O líder da Frente Parlamentar da Agropecuária e deputado federal, Valdir Colatto (PMDB/SC), explica que a intenção com a aprovação desta lei e decreto é evitar prejuízos como os contabilizados no ano passado, que, segundo ele, somam R$ 10 bilhões. “Esse ano estamos com plantio de novo e sofremos o risco de multiplicar esse prejuízo. A não ser importando um produto aprovado lá fora e que se possa aplicar com alguma segurança possível para que a gente possa controlar as pragas em situação de emergência, que é a finalidade do decreto 8133/13″, explica o deputado.

Flávia Londres, uma das coordenadoras da AS-PTA, contesta a situação de relevância, uma vez que a plantação será para assegurar a exportação. “Estamos falando de colocar em perigo a saúde humana e ambiental em benefício de um grupo de empresas que plantam soja, milho e algodão com a intenção de exportação. Não estamos falando de riscos de falta de suprimento para alimentar o país”, lembrou Flávia. Atualmente, 70% dos alimentos consumidos no país são produzidos pela agricultura familiar. De acordo com o Censo agropecuário do IBGE, apenas 20% das pequenas propriedades usam agrotóxico.

Emergência?

O chefe da divisão da Inspeção e Fiscalização de Insumos Agrícolas do Ministério da Agricultura, Pecuária e Abastecimento, Luis Rangel, alega que estas iniciativas foram acordadas junto à Empresa Brasileira de Pesquisa Agropecuária (Embrapa). “Todo esse tema e a regulamentação foi amplamente discutida com os Ministérios da Saúde e do Meio Ambiente e só agiremos desta forma em caso de emergência.
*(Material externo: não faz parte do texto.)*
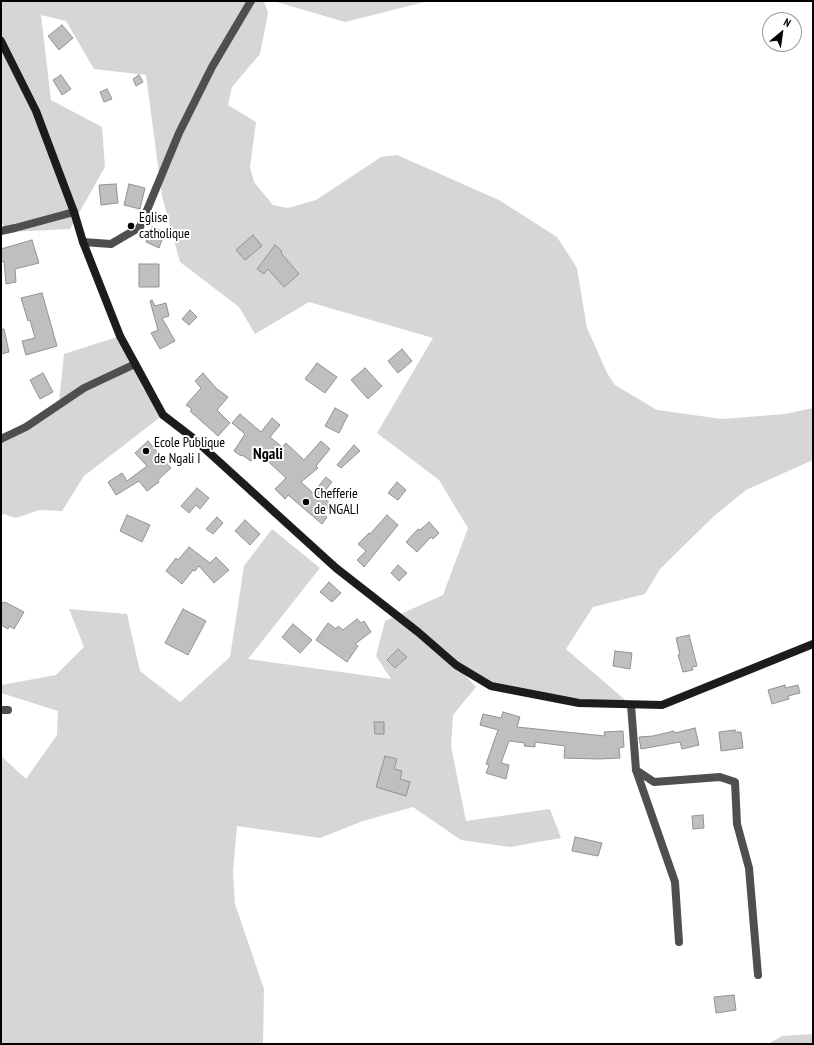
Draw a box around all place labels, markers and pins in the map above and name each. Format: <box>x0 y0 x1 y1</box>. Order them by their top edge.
place label: Eglise catholique <box>139 210 190 242</box>
marker: Eglise catholique <box>126 221 136 231</box>
place label: Ecole Publique de Ngali I <box>154 435 225 468</box>
marker: Ecole Publique de Ngali I <box>141 446 151 456</box>
place label: Chefferie de NGALI <box>314 486 359 518</box>
marker: Chefferie de NGALI <box>301 497 311 507</box>

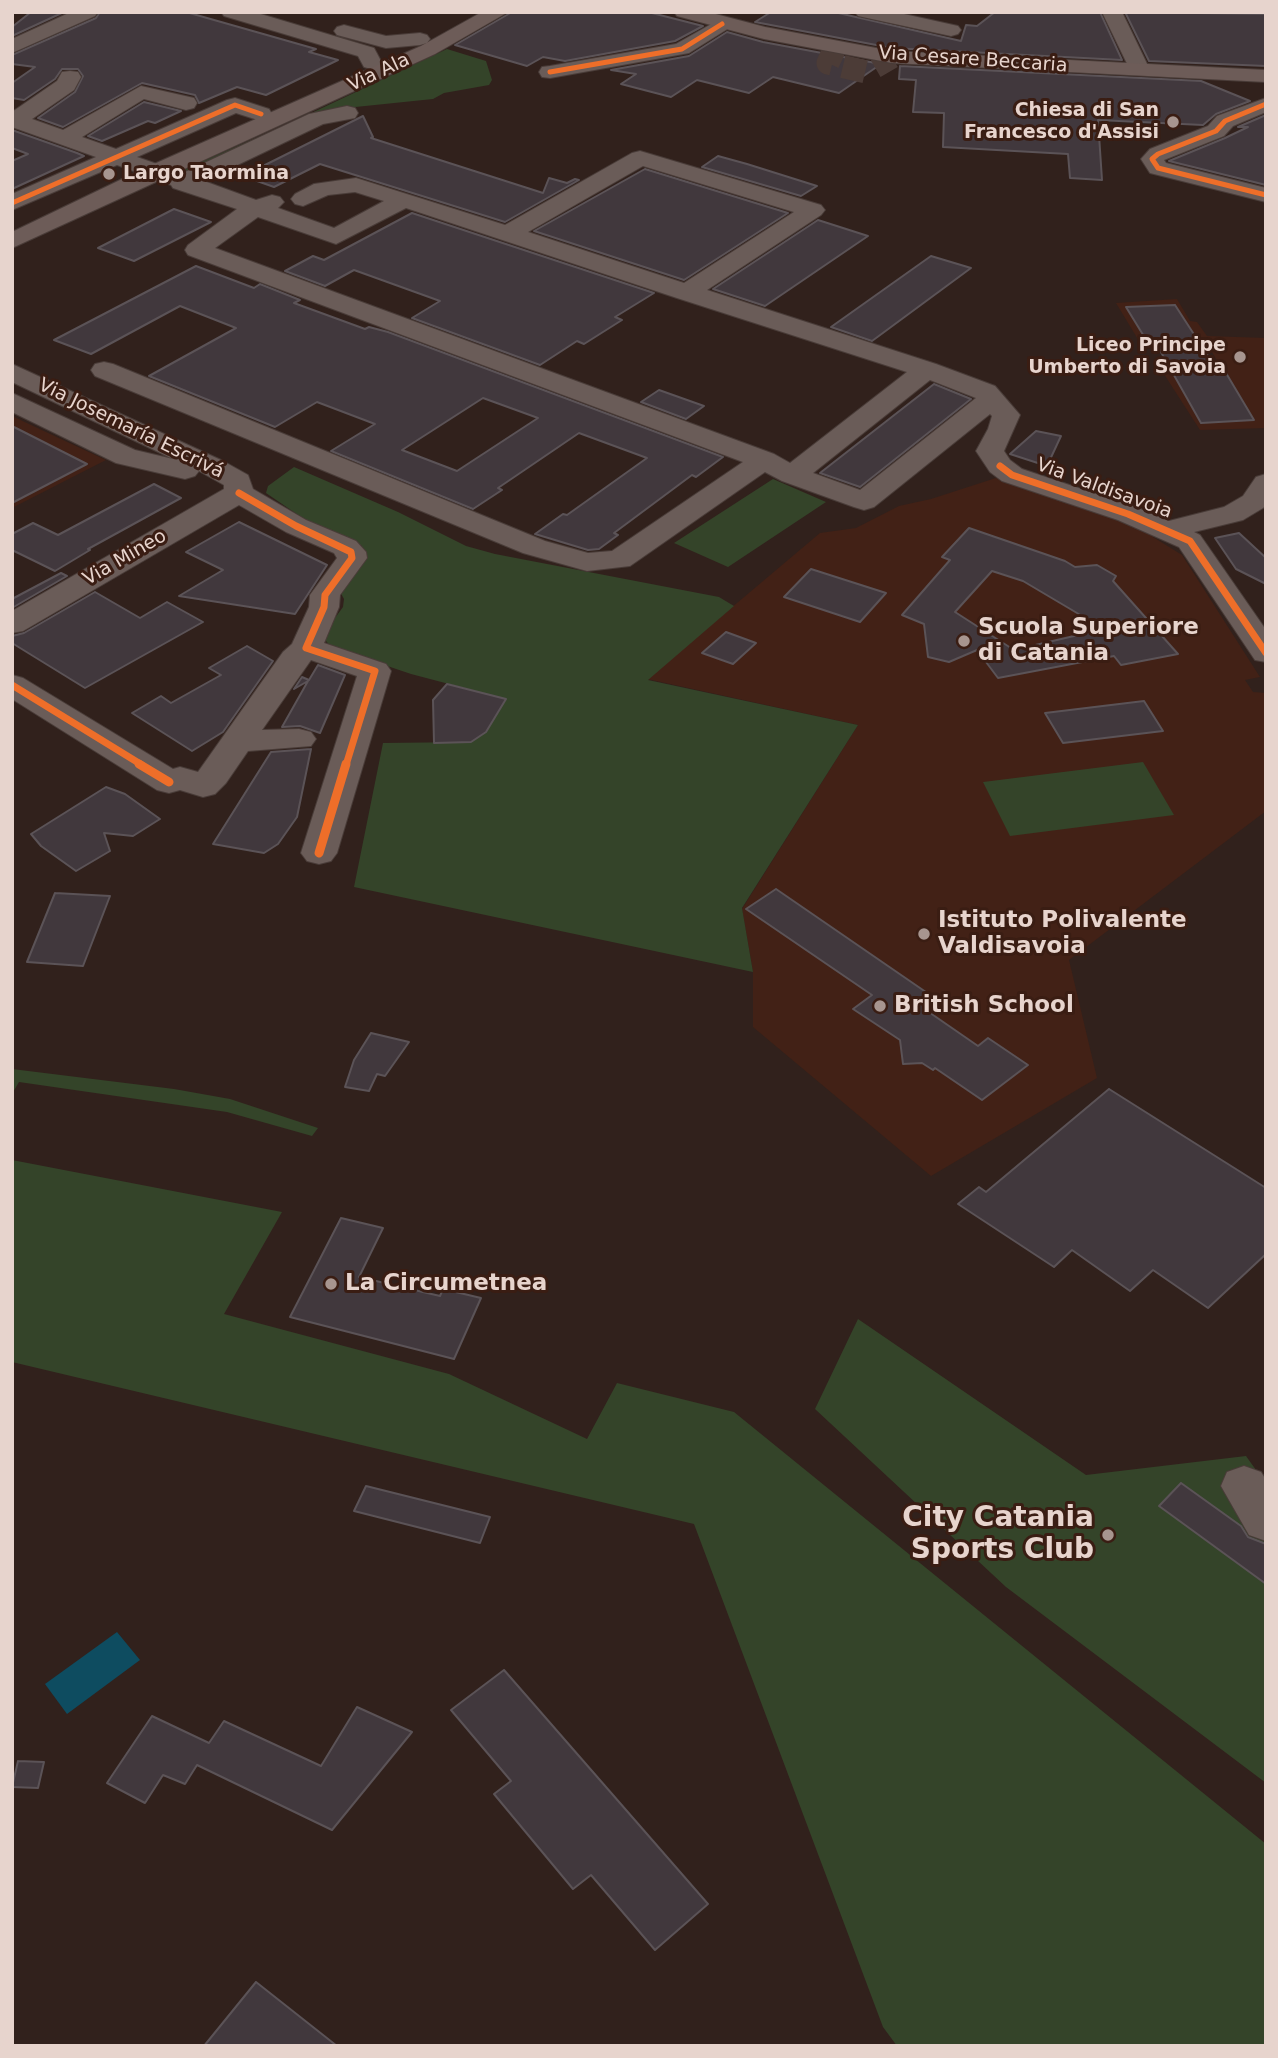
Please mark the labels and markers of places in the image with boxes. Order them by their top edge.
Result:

O Mapa vai fazer uma avaliação criteriosa dos casos, não talvez com profundidade de uma avaliação completa de registro – nem se esperaria isso, já que estamos falando de uma medida emergencial – mas baseados em parâmetros internacionais e em países com os quais o Brasil tem uma equivalência em termos de legislação”, explica. Os agrotóxicos importados nesta ocasião deverão ser aprovados em países membros da Organização para Cooperação e Desenvolvimento Econômico (OCDE) que adotem, nos respectivos âmbitos, o International Code of Conduct on the Distribution and Use of Pesticides da Organização das Nações Unidas para Alimentação e Agricultura (FAO).

De acordo com Rangel, o oeste da Bahia já tinha um mapeamento da situação desde o começo do ano, quando a lagarta helicoverpa se mostrou muito agressiva e acabou expandindo para outras culturas. Ele aponta ainda que estados como o Mato Grosso, Piauí e Goiás estão preparando suas declarações para que o Governo Federal reconheça o estado de emergência.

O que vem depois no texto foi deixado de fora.